Hackers Leak Megatrove of Police Data in Solidarity with Black Lives Matter

The release of the archive dubbed "BlueLeaks", including police and FBI reports on the COVID-19 crisis and anti-racism protests, has raised concern that cyber threat actors might exploit the data to target law enforcement agencies and their personnel

Photo by Gabriele Holtermann/Sipa USA

Amid the ongoing protests across the US, an activist group has leaked hundreds of thousands of files from US police departments and other law enforcement agencies, marking the largest-ever dump of such documents.  

The group called Distributed Denial of Secrets (DDoSecrets), which like Wikileaks publishes previously secret data, released the trove on June 19, a holiday that commemorates the end of slavery in the US. The "Juneteenth" holiday has been the focus of heightened public interest this year due to the protests that swept the country following the killing of African-American George Floyd while in police custody.

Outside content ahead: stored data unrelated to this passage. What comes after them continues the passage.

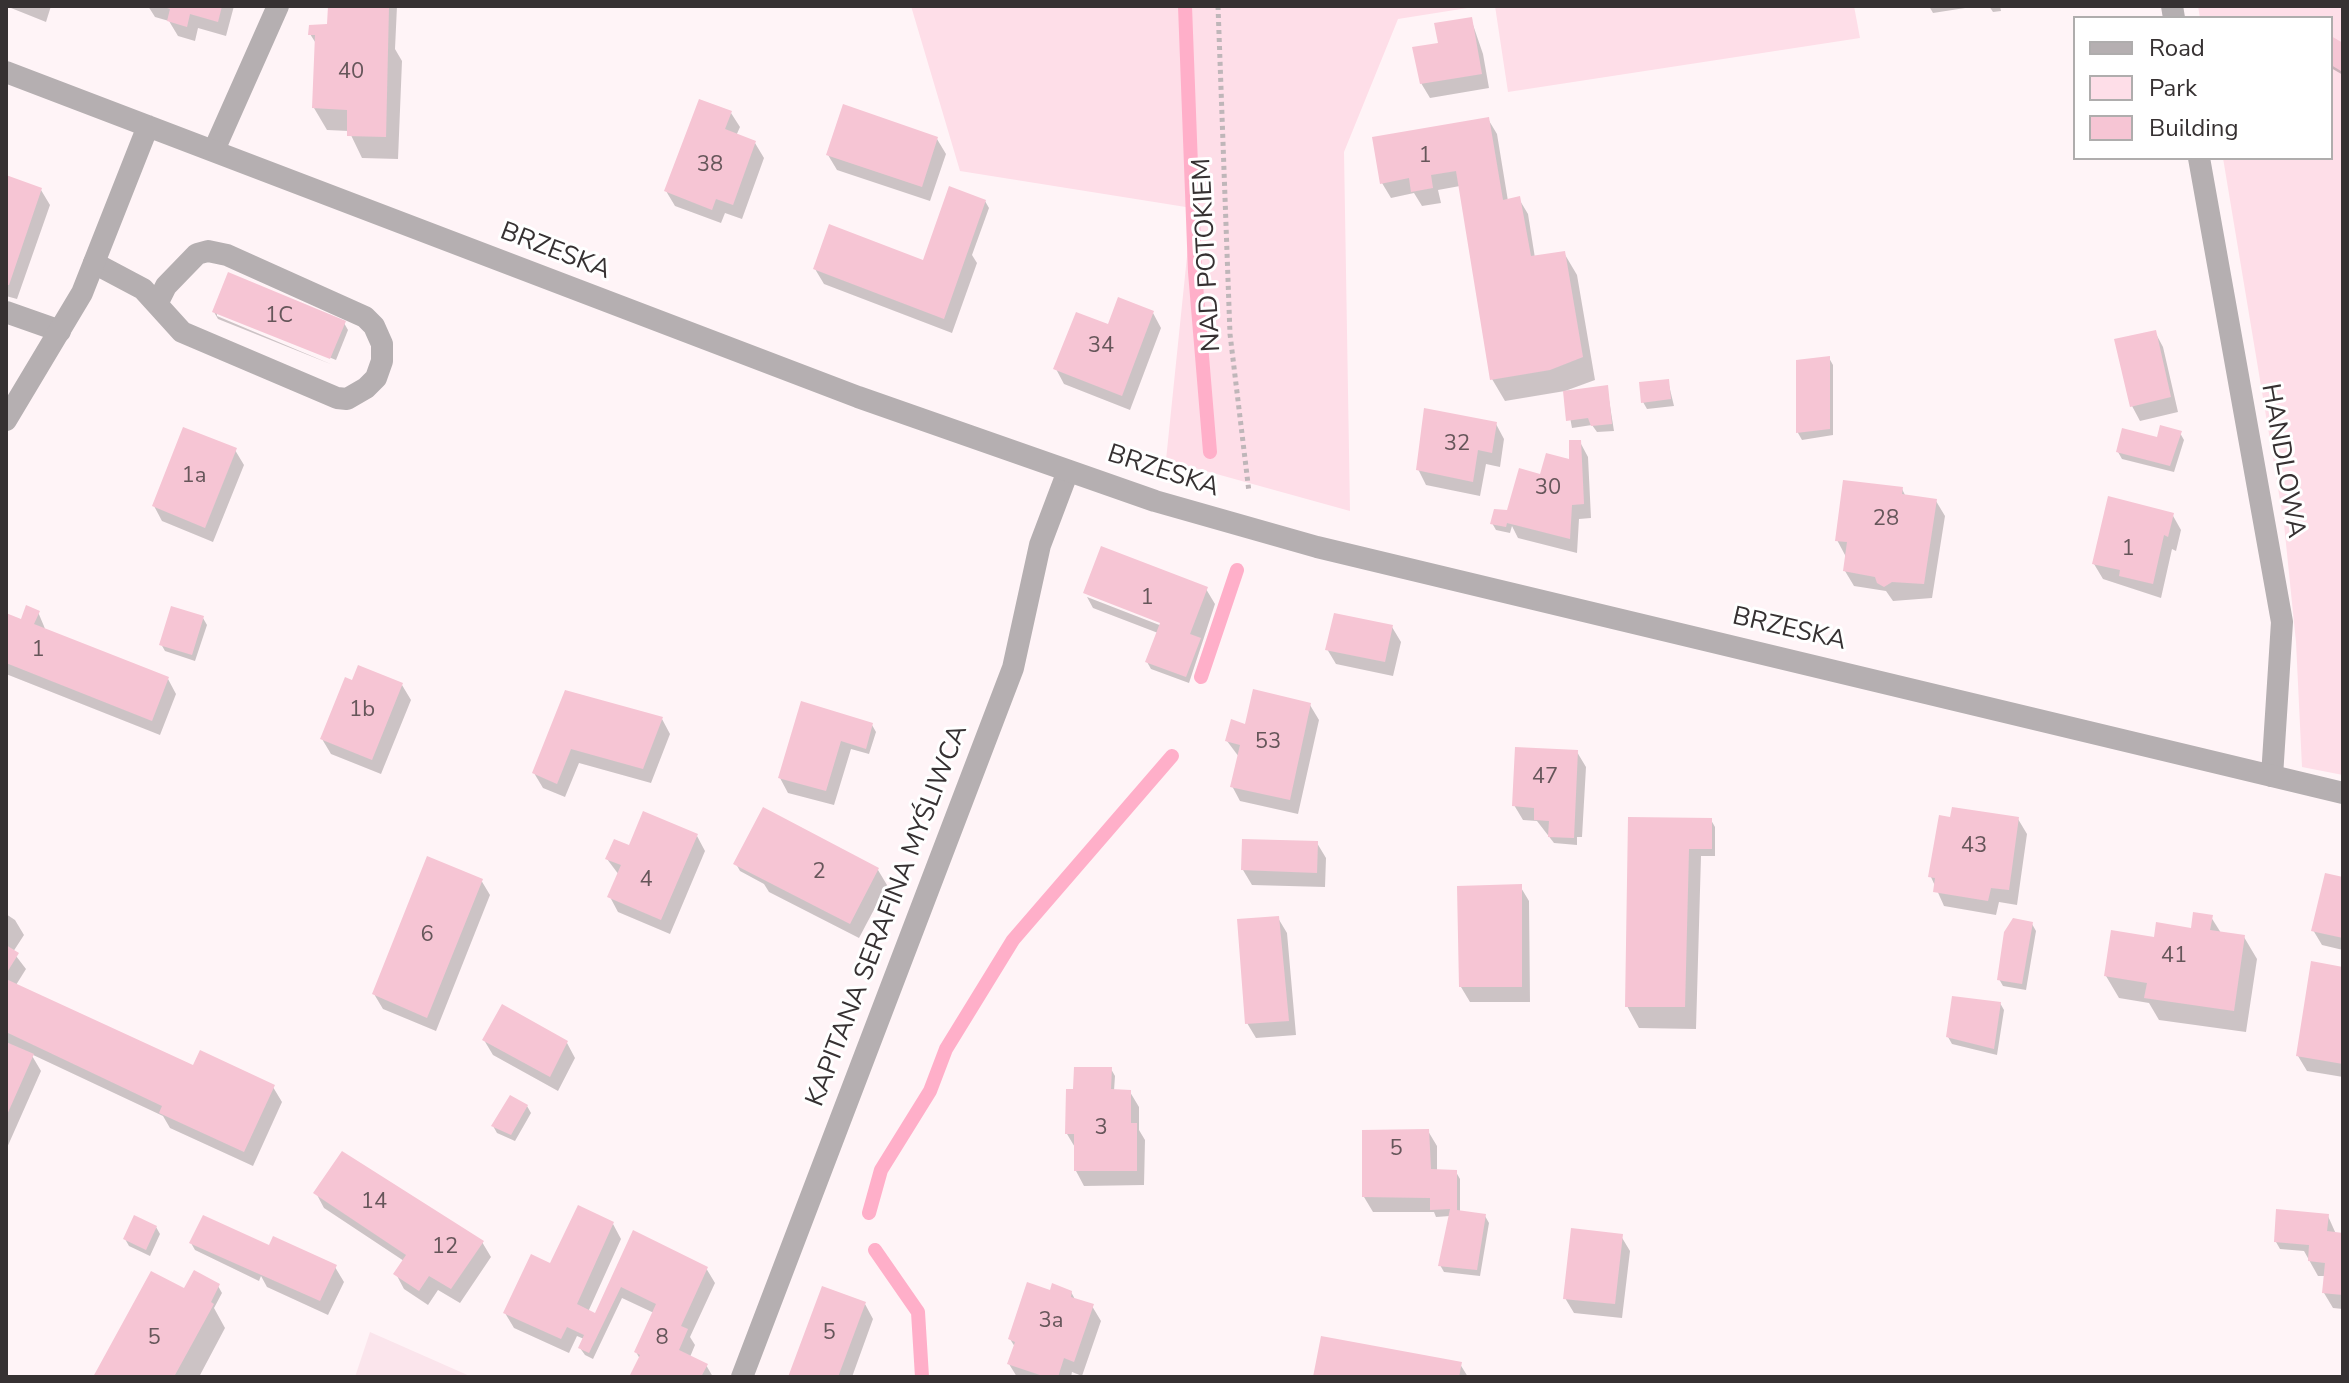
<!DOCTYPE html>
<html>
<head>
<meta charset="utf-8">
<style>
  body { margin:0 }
  #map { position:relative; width:2349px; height:1383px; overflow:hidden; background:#fff4f7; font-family:"Nunito Sans",sans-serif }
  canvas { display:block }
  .frame { position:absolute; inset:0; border:8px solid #363132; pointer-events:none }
  .legend { position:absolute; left:2073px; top:16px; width:260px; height:144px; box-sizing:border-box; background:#fff; border:2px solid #afadad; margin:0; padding:10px 14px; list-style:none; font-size:24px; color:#363132 }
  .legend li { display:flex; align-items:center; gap:16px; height:40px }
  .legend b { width:40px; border:2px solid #afadad }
</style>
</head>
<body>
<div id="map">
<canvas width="2349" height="1383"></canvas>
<div class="frame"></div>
<ul class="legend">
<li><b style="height:10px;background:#b5afb1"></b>Road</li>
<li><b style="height:22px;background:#fedee8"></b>Park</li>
<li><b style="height:22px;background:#f6c5d4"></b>Building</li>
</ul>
</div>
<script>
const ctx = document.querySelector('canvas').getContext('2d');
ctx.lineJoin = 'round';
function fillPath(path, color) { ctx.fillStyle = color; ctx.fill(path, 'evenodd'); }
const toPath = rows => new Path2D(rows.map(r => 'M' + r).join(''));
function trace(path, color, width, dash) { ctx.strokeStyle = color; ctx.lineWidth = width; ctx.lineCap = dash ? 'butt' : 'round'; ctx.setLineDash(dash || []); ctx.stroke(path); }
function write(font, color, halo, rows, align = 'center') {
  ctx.font = font + ' "Nunito Sans",sans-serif'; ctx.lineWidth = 6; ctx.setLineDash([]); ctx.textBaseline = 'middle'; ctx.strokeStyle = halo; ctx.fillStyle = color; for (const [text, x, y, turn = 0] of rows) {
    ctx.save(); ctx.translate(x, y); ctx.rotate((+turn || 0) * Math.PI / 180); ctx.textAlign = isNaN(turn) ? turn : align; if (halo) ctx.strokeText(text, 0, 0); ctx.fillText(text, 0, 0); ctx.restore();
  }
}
fillPath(toPath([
  [370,1332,472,1377,355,1377]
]), '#fbe5ec');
fillPath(toPath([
  [911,6,1480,6,1398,19,1344,152,1350,511,1166,460,1192,208,960,171],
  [1495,6,1854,6,1860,38,1508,92],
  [2198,6,2343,6,2343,775,2302,767,2296,642,2284,524,2223,158,2331,158,2331,18,2200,18]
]), '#fedee8');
fillPath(toPath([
  [6,6,51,6,46,22],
  [148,6,234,6,226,36,198,28,195,41,178,36,169,21,155,17],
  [330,6,397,6,395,49,402,61,398,159,362,158,349,131,327,130,314,108,317,45,310,34,329,26],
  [1929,6,1978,6,1933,13],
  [1989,6,2000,6,2001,11,1993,12],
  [1471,19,1483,54,1489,88,1430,98,1421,83,1440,45],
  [2331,38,2343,45,2343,75,2331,68],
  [731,113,740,127,736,136,755,143,764,158,742,219,725,213,721,223,675,206,666,191],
  [1488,119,1497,134,1508,201,1519,199,1528,214,1535,258,1564,253,1577,275,1595,380,1565,391,1607,387,1614,431,1597,432,1592,425,1572,428,1565,391,1505,401,1492,379,1460,186,1438,190,1441,203,1422,206,1414,193,1391,198,1382,183],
  [937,139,946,154,930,201,837,170,828,155],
  [6,178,41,190,50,205,17,299,6,296],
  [985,201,989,208,972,255,977,263,952,333,824,284,815,269,924,262],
  [229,275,344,323,348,330,336,360,217,312,217,316,333,365,218,319,214,312],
  [1153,313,1161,328,1130,410,1064,384,1056,369],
  [2155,332,2163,347,2178,412,2140,421,2132,406],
  [1829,358,1833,365,1833,435,1802,440,1798,433,1798,362],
  [1668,381,1674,406,1647,409,1643,402],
  [1496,424,1504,439,1500,467,1486,464,1480,496,1426,485,1418,469],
  [2180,433,2184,440,2174,472,2122,459,2118,452],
  [1580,442,1588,457,1591,518,1579,519,1577,553,1518,538,1512,526,1510,533,1496,530,1492,523,1511,513,1542,477,1571,462],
  [235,450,244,465,213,542,162,521,154,506],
  [1902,489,1906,497,1936,501,1945,516,1932,598,1893,601,1886,591,1854,586,1845,571,1845,555,1837,540],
  [2172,514,2181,530,2176,551,2172,549,2161,598,2103,579,2094,564],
  [1206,589,1215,604,1189,683,1151,669,1147,662,1158,633,1093,608,1087,597,1162,626,1162,621,1085,593],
  [38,612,46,631,168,679,176,694,160,735,6,674,6,615,22,621],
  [203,618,207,625,195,661,165,651,161,644],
  [1392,627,1401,642,1393,676,1336,664,1327,649],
  [402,685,411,700,381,774,331,754,322,739],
  [566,692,662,719,670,734,651,783,579,763,565,797,543,788,534,773],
  [802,703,872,725,876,732,869,754,851,749,834,805,788,793,780,778],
  [1310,705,1319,720,1298,814,1240,801,1232,786,1239,757,1227,741,1247,726],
  [1577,752,1586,767,1582,837,1577,837,1577,845,1554,843,1537,821,1523,820,1514,805],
  [1630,819,1711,820,1715,827,1715,856,1701,856,1696,1029,1639,1028,1627,1006],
  [2018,819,2027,834,2017,905,1999,902,1996,915,1944,906,1931,877],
  [697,836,705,851,670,934,618,912,610,897,619,875,607,859,630,848],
  [1317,843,1326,858,1325,887,1252,885,1243,870],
  [736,864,878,870,887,885,859,938,769,892,764,884,740,871],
  [2343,879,2343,950,2322,945,2313,930],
  [481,880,490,895,436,1031,383,1009,374,994],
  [1520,886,1529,901,1530,1002,1470,1002,1461,987],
  [6,914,15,920,24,935,13,952,26,969,16,985,194,1068,273,1087,282,1102,253,1166,170,1128,163,1116,31,1054,41,1071,6,1150],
  [2211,917,2221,933,2244,937,2257,959,2246,1032,2159,1020,2149,1003,2119,998,2106,976,2156,939,2193,930],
  [1278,918,1287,933,1296,1035,1256,1038,1247,1023],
  [2032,924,2036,931,2026,990,2003,986,1999,979],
  [2343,969,2343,1077,2307,1071,2298,1056],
  [2000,1003,2004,1010,1997,1055,1952,1044,1948,1037],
  [484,1040,567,1043,575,1058,558,1091,493,1055],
  [1111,1069,1115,1076,1114,1091,1130,1092,1139,1107,1139,1130,1145,1140,1144,1185,1084,1186,1076,1171,1076,1149,1067,1134,1077,1091],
  [527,1106,531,1113,515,1141,497,1133,493,1126],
  [1428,1131,1437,1146,1437,1171,1456,1172,1460,1179,1460,1213,1485,1216,1489,1223,1480,1276,1444,1272,1440,1265,1450,1216,1436,1217,1434,1212,1373,1212,1364,1197],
  [316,1193,482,1242,491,1257,460,1303,438,1290,428,1305,404,1289,396,1274,404,1261,324,1208],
  [2328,1216,2336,1234,2343,1235,2343,1309,2333,1308,2324,1293,2326,1276,2318,1276,2304,1251,2280,1249,2276,1242],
  [613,1224,621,1239,588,1312,596,1316,634,1233,706,1268,715,1283,690,1337,695,1345,690,1357,706,1365,713,1377,631,1377,640,1359,636,1352,654,1313,622,1298,593,1359,585,1355,580,1348,584,1339,577,1336,569,1353,514,1328,505,1313,551,1265],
  [156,1227,160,1234,150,1256,129,1246,125,1239],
  [1621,1236,1630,1251,1622,1318,1574,1313,1565,1298],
  [191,1243,270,1247,335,1267,344,1282,328,1315,267,1287,261,1276,259,1281,195,1250],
  [218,1286,222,1293,214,1308,225,1328,199,1377,95,1377,185,1291],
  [1051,1292,1071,1292,1076,1301,1092,1306,1101,1321,1082,1376,1072,1372,1071,1377,1017,1377,1009,1364,1015,1347,1010,1339],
  [865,1304,873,1319,852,1377,790,1377],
  [1460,1364,1468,1377,1315,1377]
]), '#0003');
trace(toPath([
  [1185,6,1195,272,1210,452],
  [1201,677,1237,570],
  [869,1213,881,1170,930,1091,946,1049,1013,940,1172,756],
  [875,1250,918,1312,922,1377]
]), '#ffafc9', 14);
fillPath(toPath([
  [161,6,222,6,218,22,190,14,187,27,167,21,170,9],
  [328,6,389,6,386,137,347,136,347,110,312,108,315,35,308,35,309,25,327,24],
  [1472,17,1482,74,1420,84,1412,47,1438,43,1434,23],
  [2331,36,2343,43,2341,71,2331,65],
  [699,99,732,111,725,129,756,141,733,205,716,199,712,210,664,191],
  [843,104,938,137,922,187,826,155],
  [1489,117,1503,200,1520,196,1531,256,1565,251,1583,357,1550,370,1490,380,1456,171,1431,175,1433,188,1411,192,1409,178,1380,184,1372,137],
  [6,175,42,188,9,285,6,285],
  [949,186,986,200,944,319,813,269,829,224,923,260],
  [228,272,346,321,330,359,212,312],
  [1118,297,1154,311,1122,396,1053,369,1076,312,1108,324],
  [2156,330,2171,397,2130,407,2114,339],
  [1830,356,1830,429,1796,433,1796,360],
  [1669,379,1671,399,1641,403,1639,382],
  [1608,385,1612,424,1591,426,1588,418,1566,421,1563,391],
  [1424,408,1497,422,1492,453,1478,450,1473,482,1416,470],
  [2160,425,2182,431,2170,466,2116,452,2122,428,2157,437],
  [183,427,237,448,205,528,152,506],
  [1569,440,1581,440,1584,504,1572,505,1570,539,1507,523,1506,527,1490,524,1494,509,1507,510,1519,468,1540,474,1546,453,1569,459],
  [1843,480,1903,487,1902,494,1937,499,1924,584,1892,582,1884,587,1877,583,1875,577,1843,571,1847,542,1835,541],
  [2108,496,2174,513,2168,537,2164,535,2153,584,2119,576,2120,570,2092,564],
  [1101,546,1208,587,1190,634,1201,638,1186,677,1145,662,1160,623,1083,593],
  [26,605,40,611,34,624,169,677,152,721,6,663,6,613,21,619],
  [171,606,204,616,192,655,159,645],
  [1334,613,1393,625,1385,662,1325,650],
  [358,665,403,683,372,760,320,739,345,677,352,680],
  [1253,689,1311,703,1290,800,1230,787,1240,745,1225,741,1231,719,1245,724],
  [565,690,663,717,643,769,571,749,557,784,532,773],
  [801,701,873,723,866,749,841,741,826,791,778,778],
  [1515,747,1578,750,1574,838,1548,837,1549,821,1534,820,1534,808,1512,806],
  [763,807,879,868,850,924,733,864],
  [1952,807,2019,817,2009,890,1991,888,1988,901,1933,892,1935,878,1928,877,1939,815,1950,817],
  [643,811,698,834,661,920,607,897,621,865,605,859,614,839,629,845],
  [1628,817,1712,818,1712,849,1689,849,1685,1007,1625,1007],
  [1242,839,1318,841,1317,873,1241,870],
  [427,856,483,879,427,1018,372,994],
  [2325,873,2343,877,2343,938,2311,931],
  [1522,884,1522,987,1459,987,1457,886],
  [2193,912,2213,915,2210,930,2245,935,2234,1011,2144,998,2147,983,2104,976,2111,930,2154,937,2156,922,2191,928],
  [1279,916,1289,1021,1245,1024,1237,919],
  [2013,918,2033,922,2022,984,1997,980,2004,932],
  [6,945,19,953,6,974],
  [2311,961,2343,967,2343,1064,2296,1056],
  [6,979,193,1065,200,1050,275,1085,244,1152,159,1113,162,1106,6,1032],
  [1952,996,2001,1002,1994,1049,1946,1037],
  [502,1004,568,1041,550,1077,482,1040],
  [6,1042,34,1054,6,1117],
  [1074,1067,1112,1067,1111,1089,1131,1090,1131,1123,1137,1123,1137,1171,1074,1171,1074,1134,1065,1134,1066,1089,1073,1089],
  [510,1095,528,1105,511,1135,491,1126],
  [1429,1129,1431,1169,1457,1170,1457,1210,1486,1214,1477,1270,1438,1266,1450,1209,1430,1210,1430,1198,1362,1197,1362,1130],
  [342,1151,484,1241,451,1289,429,1276,419,1291,393,1274,406,1255,313,1193],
  [578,1205,614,1222,577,1304,595,1313,633,1230,708,1267,681,1326,688,1329,679,1350,708,1364,701,1377,629,1377,640,1355,634,1352,656,1304,621,1287,589,1353,578,1348,584,1335,567,1327,561,1339,503,1313,531,1254,550,1263],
  [2276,1209,2329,1214,2327,1231,2343,1233,2343,1295,2322,1293,2325,1263,2308,1261,2309,1245,2274,1242],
  [134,1215,157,1226,146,1250,123,1239],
  [203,1215,269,1245,273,1236,337,1265,320,1301,189,1243],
  [1571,1228,1623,1234,1615,1304,1563,1299],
  [194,1270,220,1284,211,1302,214,1304,175,1375,179,1377,93,1377,151,1271,184,1288],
  [1027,1282,1050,1290,1052,1283,1072,1291,1071,1297,1094,1304,1074,1362,1064,1358,1058,1377,1046,1377,1007,1364,1015,1342,1008,1339],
  [822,1286,866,1302,838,1377,788,1377],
  [1321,1336,1462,1362,1459,1377,1313,1377]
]), '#f6c5d4');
trace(toPath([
  [1218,6,1230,334,1249,492]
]), '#bfb6b9', 5, [4, 4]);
trace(toPath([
  [94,263,143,289,182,332,337,398,347,399,366,388,376,378,382,361,382,344,374,326,365,317,227,255,208,251,197,254,166,286,157,304],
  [6,312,60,331]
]), '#b5afb1', 22);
trace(toPath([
  [2172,6,2174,18],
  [214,150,278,6],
  [2199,158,2282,622,2272,776],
  [742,1377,1013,668,1040,545,1068,471]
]), '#b5afb1', 22);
trace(toPath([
  [6,72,858,397,1155,501,1317,547,2343,793],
  [6,420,82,293,148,126]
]), '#b5afb1', 22);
write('22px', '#66565a', null, [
  ["40",351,73],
  ["1",1425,157],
  ["38",710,166],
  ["1C",279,317],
  ["34",1101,347],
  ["32",1457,445],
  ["1a",194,477],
  ["30",1548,489],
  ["28",1886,520],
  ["1",2128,550],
  ["1",1147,599],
  ["1",38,651],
  ["1b",362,711],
  ["53",1268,743],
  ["47",1545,778],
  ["43",1974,847],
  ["2",819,873],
  ["4",646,881],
  ["6",427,936],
  ["41",2174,957],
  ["3",1101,1129],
  ["5",1396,1150],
  ["14",374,1203],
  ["12",445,1248],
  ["3a",1051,1322],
  ["5",829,1334],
  ["5",154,1339],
  ["8",662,1339]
]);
write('26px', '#363132', '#fff', [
  ["BRZESKA",555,252,21],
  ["NAD POTOKIEM",1208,255,-93],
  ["HANDLOWA",2282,461,80],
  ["BRZESKA",1163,472,18],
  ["BRZESKA",1789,630,13],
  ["KAPITANA SERAFINA MYŚLIWCA",888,916,-69]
]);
</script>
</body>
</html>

The nearly 270 GB of files dubbed "BlueLeaks" include police and FBI reports, alerts and instructions regarding the COVID-19 crisis and the protests following Floyd's death.

In a Twitter posting, the group that describes itself as a "transparency collective" said the archive contains “data from over 200 police departments, fusion centers and other law enforcement training and support resources,” and that “among the hundreds of thousands of documents are police and FBI reports, bulletins, guides and more.”

The files were made available online on a searchable portal. DDoSecrets claimed it received the BlueLeaks trove from the "Anonymous" hacktivist group.

The DDoSecrets group also claimed in a tweet that it doesn't actually hack individuals or organizations, but only provides a “stable platform” for data that may have been stolen. 

Reports said the files were stolen during a security breach at a Houston-based web hosting company that handles police websites, including "fusion centers" that gather and disseminate law enforcement and public safety information. 

According to the KrebsOnSecurity blog, the National Fusion Center Association (NFCA) issued an internal security alert in which it confirmed that the data, covering a period from August 1996 to June 2020, was authentic.   

An initial analysis was said to have revealed that the files include names, email addresses and phone numbers as well as emails and associated attachments, some of which contain sensitive information including international bank account numbers and pictures of suspects. 

The blog quoted the NFCA as saying "a variety of cyber threat actors, including nation-states, hacktivists, and financially-motivated cybercriminals, might seek to exploit the data exposed in this breach to target fusion centers and associated agencies and their personnel in various cyber attacks and campaigns."

Some commentators said the leak could potentially expose sensitive law enforcement investigations and even endanger lives.